Jonathan Ames asks whether California's process holds any lessons for lawyers at home

When Law Society senior officers and officials arrived in San Francisco for this year's American Bar Association annual conference in August, they made a bee-line for James Herman.

Mr Herman is the president of the board of governors of the State Bar of California; he is also something of an expert on complaints handling and disciplinary matters.

California is the only state in the US with a unified legal profession governing body that performs both representative and regulatory functions.

There are some 150,000 practising lawyers in California, and indeed, the structure and situation of the California Bar is almost a mirror image of the Law Society's role and position in England and Wales.

Strikingly similar, too, is the California bar's experience with complaints handling, which is why Mr Harman attracted so much attention from the Chancery Lane hierarchy, undoubtedly with recent words of the Legal Services Ombudsman (LSO) and the Lord Chancellor ringing in their ears.
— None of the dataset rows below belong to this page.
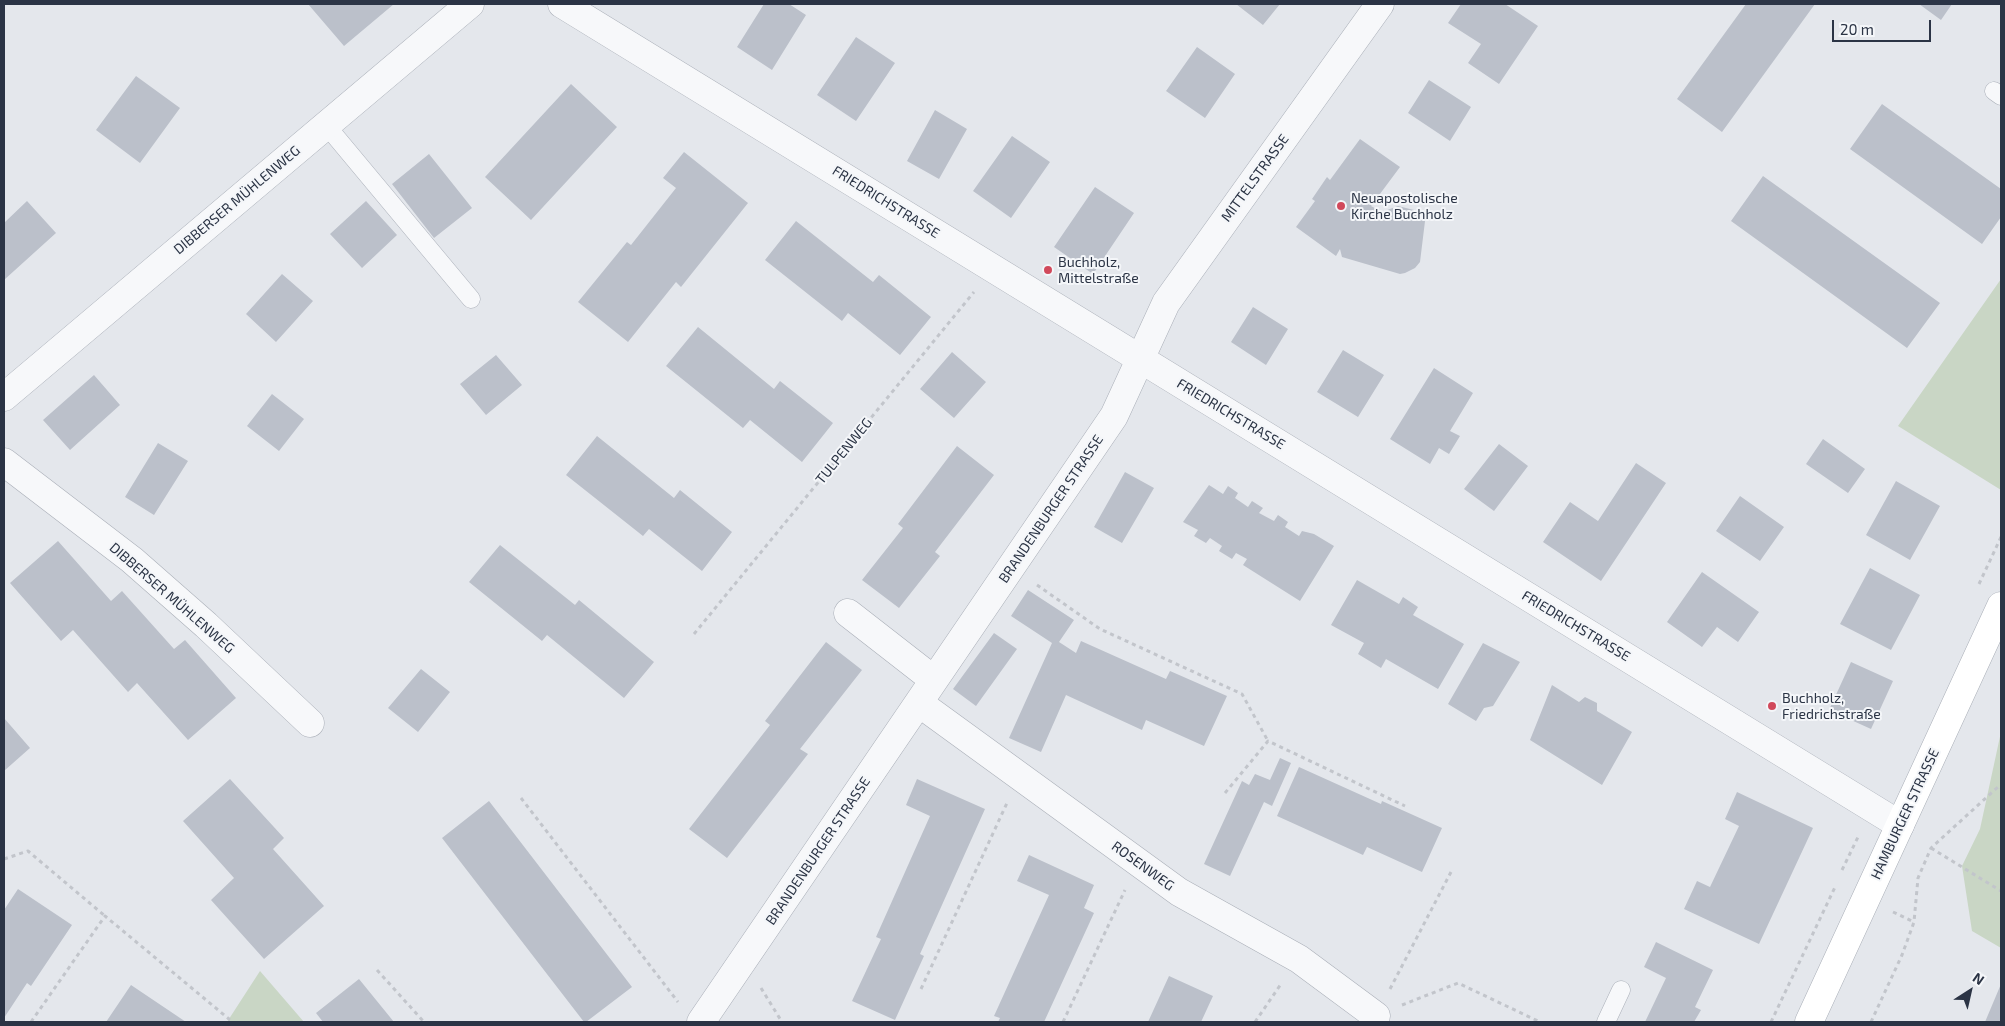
<!DOCTYPE html>
<meta charset="utf-8">
<style>
body{margin:0}
#map{position:relative;width:2005px;height:1026px;overflow:hidden;background:#e4e7ec;font-family:"Exo 2",sans-serif}
canvas{display:block}
.frame{position:absolute;inset:0;border:5px solid #2b3445;pointer-events:none}
.north{position:absolute;left:1945px;top:966px;width:50px;height:50px;-webkit-text-stroke:4px #f4f6f9;paint-order:stroke;rotate:35deg;font-size:14px;font-weight:700;line-height:20px;text-align:center;color:#2b3445}
.north::after{content:'';display:block;margin:auto;width:18px;height:22px;background:#2b3445;clip-path:polygon(50% 0,100% 100%,50% 72%,0 100%)}
.scale{position:absolute;left:1832px;top:20px;width:99px;height:22px;box-sizing:border-box;border:2px solid #2b3445;border-top:0;padding-left:6px;font-size:15px;line-height:18px;white-space:nowrap;color:#2b3445;-webkit-text-stroke:4px #f4f6f9;paint-order:stroke}
</style>
<div id="map">
<canvas width="2005" height="1026"></canvas>
<div class="frame"></div>
<div class="north">N</div>
<div class="scale">20 m</div>
</div>
<script>
const ctx = document.querySelector('canvas').getContext('2d');
ctx.lineJoin = 'round';
function fillPath(path, color) { ctx.fillStyle = color; ctx.fill(path, 'evenodd'); }
function trace(path, color, width, dash) { ctx.strokeStyle = color; ctx.lineWidth = width; ctx.lineCap = dash ? 'butt' : 'round'; ctx.setLineDash(dash || []); ctx.stroke(path); }
function drawText(font, color, halo, rows, align = 'center') {
  ctx.font = font + ' "Exo 2",sans-serif'; ctx.lineWidth = 4; ctx.setLineDash([]); ctx.textBaseline = 'middle'; ctx.strokeStyle = halo; ctx.fillStyle = color; for (const [text, x, y, turn = 0] of rows) {
    ctx.save(); ctx.translate(x, y); ctx.rotate((+turn || 0) * Math.PI / 180); ctx.textAlign = isNaN(turn) ? turn : align; if (halo) ctx.strokeText(text, 0, 0); ctx.fillText(text, 0, 0); ctx.restore();
  }
}
fillPath(new Path2D(`
 M2001,279V490L1898,426Z
 M2001,732V948L1972,931L1962,866L1980,829Z
 M260,971L304,1022H227Z`), '#c9d6c5');
fillPath(new Path2D(`
 M308,4H394L344,46Z
 M764,4H789L806,15L772,70L737,47Z
 M1236,4H1280L1263,25Z
 M1461,4H1505L1538,26L1499,84L1468,63L1481,44L1448,23Z
 M1746,4H1815L1722,132L1677,99Z
 M1919,4H1952L1941,20Z
 M856,37L895,63L856,121L817,95Z
 M1197,47L1235,74L1205,118L1166,91Z
 M136,76L180,108L140,163L96,130Z
 M1429,80L1471,107L1450,141L1408,113Z
 M571,84L617,127L531,220L485,177Z
 M1882,104L2001,189V217L1982,244L1850,149Z
 M935,110L967,129L939,179L907,161Z
 M1012,136L1050,162L1011,218L973,191Z
 M1360,139L1400,167L1371,206L1382,212L1398,206L1426,213L1420,262L1415,268L1405,273L1400,274L1342,257L1340,249L1336,256L1296,227L1315,201L1312,199L1327,177L1330,180Z
 M684,152L748,203L681,287L676,282L628,342L578,302L627,242L631,245L676,188L663,178Z
 M429,154L472,208L434,238L392,184Z
 M1763,176L1940,303L1907,348L1731,221Z
 M1095,187L1134,213L1093,274L1054,247Z
 M27,201L56,233L4,280V223Z
 M366,201L397,235L362,268L330,234Z
 M796,221L873,282L879,275L931,317L900,355L848,313L842,321L765,260Z
 M282,274L313,301L276,342L246,314Z
 M1253,307L1288,329L1266,365L1231,342Z
 M698,327L774,389L780,381L833,423L802,462L750,420L743,428L666,366Z
 M1343,350L1384,375L1358,417L1317,392Z
 M952,352L986,382L954,418L920,389Z
 M496,355L522,385L486,415L460,384Z
 M1434,368L1473,393L1450,431L1460,436L1449,454L1439,448L1430,464L1390,439Z
 M94,375L120,405L70,450L43,420Z
 M272,394L304,419L279,451L247,426Z
 M597,436L674,498L680,490L732,532L702,571L649,529L643,536L566,475Z
 M1823,439L1865,469L1848,493L1806,464Z
 M158,443L188,461L154,515L125,497Z
 M1499,444L1528,466L1494,511L1464,489Z
 M957,446L994,475L935,552L940,556L899,608L862,580L903,528L898,524Z
 M1636,463L1666,483L1601,581L1543,542L1570,502L1598,521Z
 M1125,472L1154,488L1122,543L1094,527Z
 M1896,481L1940,506L1910,560L1866,535Z
 M1209,485L1223,494L1228,486L1238,493L1235,498L1248,507L1252,501L1263,508L1259,513L1274,521L1278,515L1288,522L1285,527L1299,536L1302,531L1314,534L1334,546L1300,601L1243,565L1247,559L1236,553L1232,559L1219,551L1222,546L1210,538L1206,543L1194,536L1198,530L1183,522Z
 M1740,496L1784,527L1760,561L1716,531Z
 M58,541L111,601L122,591L174,649L185,640L236,698L188,740L137,683L128,692L73,630L61,641L10,583Z
 M500,545L575,605L579,600L654,662L624,698L547,635L542,641L469,582Z
 M1870,568L1920,595L1891,650L1840,624Z
 M1702,572L1759,612L1738,642L1717,627L1702,647L1667,622Z
 M1357,580L1399,604L1403,597L1418,607L1413,615L1464,644L1438,689L1386,659L1381,668L1358,654L1364,643L1331,625Z
 M1028,590L1074,620L1059,642L1076,653L1081,641L1166,679L1170,671L1227,696L1204,746L1146,720L1142,730L1066,695L1041,752L1009,738L1052,643L1011,616Z
 M994,633L1017,649L976,706L953,689Z
 M826,642L862,670L800,749L808,754L727,858L689,829L770,725L765,721Z
 M1483,643L1520,662L1493,706L1484,708L1476,721L1448,704Z
 M1851,662L1893,681L1871,729L1829,710Z
 M421,669L450,692L418,732L388,708Z
 M1552,685L1579,702L1585,697L1597,703V711L1632,732L1602,785L1530,740Z
 M4,718L30,748L4,771Z
 M1280,758L1291,763L1272,806L1264,802L1230,876L1204,864L1242,781L1249,785L1255,774L1270,780Z
 M1299,767L1381,804L1382,801L1442,828L1422,872L1367,847L1363,855L1277,816Z
 M230,779L284,838L273,849L324,906L264,959L211,900L234,878L183,821Z
 M917,779L985,809L920,954L924,956L895,1020L852,1001L881,939L876,937L930,816L906,805Z
 M1737,792L1813,828L1759,944L1684,909L1697,881L1710,887L1739,826L1725,819Z
 M489,801L632,987L586,1022H584L442,838Z
 M1029,855L1094,885L1084,908L1094,913L1044,1022H998L1000,1018L994,1016L1049,895L1017,881Z
 M18,889L72,925L31,986L27,983L4,1018V910Z
 M1656,942L1713,970L1695,1007L1701,1010L1694,1022H1645L1666,978L1644,967Z
 M1169,976L1213,996L1201,1022H1148Z
 M359,979L394,1022H323L316,1013Z
 M2001,984V1022H1985Z
 M131,985L186,1022H106Z`), '#bbc0ca');
const service = new Path2D(`
 M1994,91L2001,96
 M326,125L471,299
 M1606,1022L1621,990`);
const minor = new Path2D(`
 M562,4L1900,825
 M4,397L470,4
 M4,462L132,560L206,625L310,723
 M848,613L934,680
 M919,703L1179,892L1299,959L1376,1016
 M701,1022L1114,416L1166,303L1380,4`);
const secondary = new Path2D(`
 M1809,1022L2001,606`);
trace(service, '#a9aeb7', 19);
trace(minor, '#a9aeb7', 29);
trace(secondary, '#a9aeb7', 29);
trace(new Path2D(`
 M1979,584L2001,537
 M1037,585L1100,629L1242,694L1268,741
 M694,634L974,292
 M1225,793L1268,741L1405,806
 M521,798L678,1002
 M1931,848L2001,891
 M4,859L28,851L105,916
 M1842,870L1859,835
 M1893,912L1914,922
 M377,970L424,1022
 M761,988L782,1022
 M921,989L1007,803
 M1390,989L1451,872
 M1402,1005L1458,983L1540,1022
 M31,1022L105,916L229,1019L227,1022
 M1063,1022L1125,890
 M1255,1022L1281,984
 M1771,1022L1836,885
 M1871,1022L1902,955L1914,922L1918,878L1931,848L1999,786L2001,788`), '#c2c5cb', 3, [4, 4]);
trace(service, '#f7f8fa', 18);
trace(minor, '#f7f8fa', 28);
trace(secondary, '#fff', 28);
for (const [x, y, r, color] of [
 [1341,206,5,"#d1495b"],
 [1048,270,5,"#d1495b"],
 [1772,706,5,"#d1495b"]
]) { const dot = new Path2D(); dot.arc(x, y, r, 0, 2 * Math.PI); ctx.fillStyle = color; ctx.fill(dot); trace(dot, '#f4f6f9', 2); }
drawText('14px', '#2b3445', '#f4f6f9', [
 ["MITTELSTRASSE",1255,178,-54],
 ["DIBBERSER MÜHLENWEG",237,200,-40],
 ["FRIEDRICHSTRASSE",886,202,32],
 ["FRIEDRICHSTRASSE",1231,414,31],
 ["TULPENWEG",844,451,-51],
 ["BRANDENBURGER STRASSE",1051,509,-56],
 ["DIBBERSER MÜHLENWEG",172,598,41],
 ["FRIEDRICHSTRASSE",1576,626,31],
 ["HAMBURGER STRASSE",1905,814,-65],
 ["BRANDENBURGER STRASSE",818,851,-56],
 ["ROSENWEG",1143,866,36]
]);
drawText('14px', '#2b3445', '#f4f6f9', [
 ["Neuapostolische",1351,198],
 ["Kirche Buchholz",1351,214],
 ["Buchholz,",1058,262],
 ["Mittelstraße",1058,278],
 ["Buchholz,",1782,698],
 ["Friedrichstraße",1782,714]
], 'left');
</script>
Their interest was well justified, as subsequently Lord Falconer has increased the LSO's job description to encompass the new role of Legal Services Complaints Commissioner.

Although the California bar has been carrying out its dual role for the past 75 years, it was only 15 years ago that it formed a fully professional complaints and disciplinary unit.

Previously, disciplinary matters had been dealt with by a voluntary group of lawyers.

But in the mid-1980s a San Francisco newspaper campaign alleged that - as Mr Harman puts it - 'the foxes were guarding the hen house, and that the system was corrupt with cronyism'.

The argument was that there were favoured people who were never pursued, and that there were people that the local bar didn't like who were consistently pursued.

And there was a substantial backlog of cases, as they were not being efficiently processed.

Therefore, under pressure from the media, the state legislature rebuilt the system from the bottom up, creating a fully professional complaints and disciplinary structure, which is the only such body for lawyers in the US.

All of the prosecutors and bar investigators are professionals; the bar has six trial courts and three review courts spread over the state.

With an annual budget of about $45 million - financed by a practising certificate fee of $380 - the curiously named intake unit has about 25 investigators.

It deals with about 125,000 enquiries from the public every year, of which between 3,000 to 4,000 get to the stage of a formal complaint.

Just as the Westminster government has a keen eye trained on the performance of the Office for the Supervision of Solicitors, so too have the legislators in the California capital of Sacramento been peering at the activities of the intake unit.

'We are always under the microscope of the legislature and we are always blowing in the political winds,' explains Mr Herman.

He points to a conflict that reached a crisis point six years ago.

The then Republican governor, Pete Wilson (himself a lawyer) took the view that the bar was arrogant and bloated, and therefore vetoed the annual authorisation required for the bar to impose a practising certificate fee.

Two years later the state supreme court overruled the move, but the damage had been done.

The complaints and disciplinary functions had effectively been destroyed and had to be rebuilt.

So, is self-regulation the best model? Mr Harman gives a qualified response: 'If we were to start over, it probably makes sense to have a system separate from member services, because the current position creates a schizophrenic role.

We can't look only at what is best for lawyers - we have to protect the public and help our members.

So the dual role is not ideal.

'However, given that we have spent a good period working on this model - so that the foxes aren't guarding the hen house - it really does work as an independent regulatory body with a membership services aspect as well.'

Chancery Lane officials will find out soon enough whether the new secretary of state for constitutional affairs takes the same view.